Your task is to copy the data exactly while leaving out every picture.

▶ Provided data:
═══

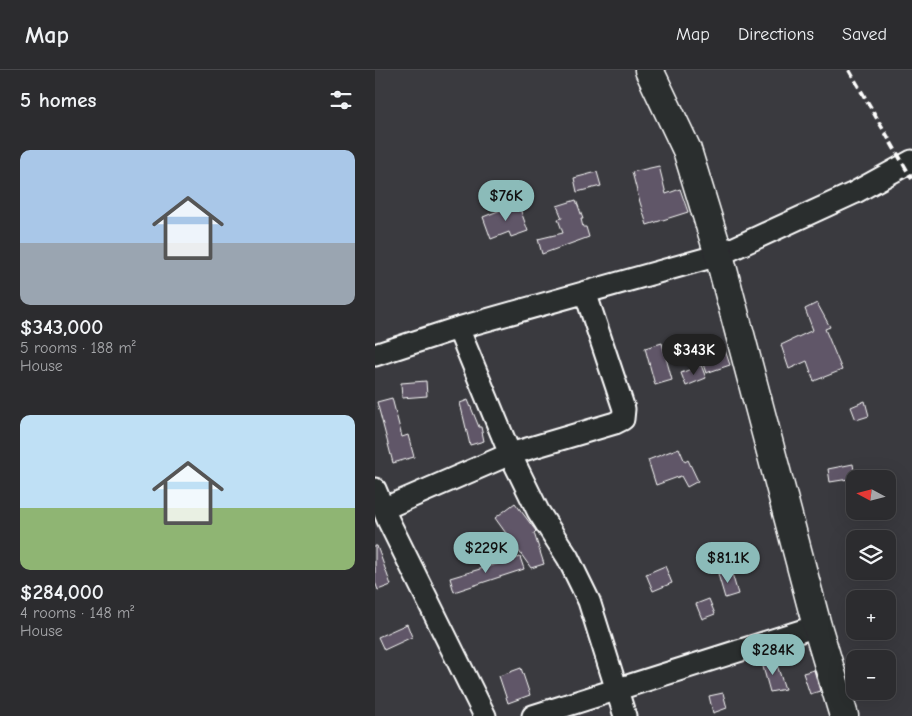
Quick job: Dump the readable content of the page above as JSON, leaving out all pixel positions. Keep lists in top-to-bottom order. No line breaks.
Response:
{"north":"left","page":{"header":"Map","nav":["Map","Directions","Saved"],"heading":"5 homes","list":[{"name":"$343,000","note":"5 rooms · 188 m² · House"},{"name":"$284,000","note":"4 rooms · 148 m² · House"}],"price":["$76K","$343K","$229K","$81.1K","$284K"],"map_buttons":["+","−"]}}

═══

▶ Result:
Quick job: Dump the readable content of the page above as JSON, leaving out all pixel positions. Keep lists in top-to-bottom order. No line breaks.
Response:
{"north":"left","page":{"header":"Map","nav":["Map","Directions","Saved"],"heading":"5 homes","list":[{"name":"$343,000","note":"5 rooms · 188 m² · House"},{"name":"$284,000","note":"4 rooms · 148 m² · House"}],"price":["$76K","$343K","$229K","$81.1K","$284K"],"map_buttons":["+","−"]}}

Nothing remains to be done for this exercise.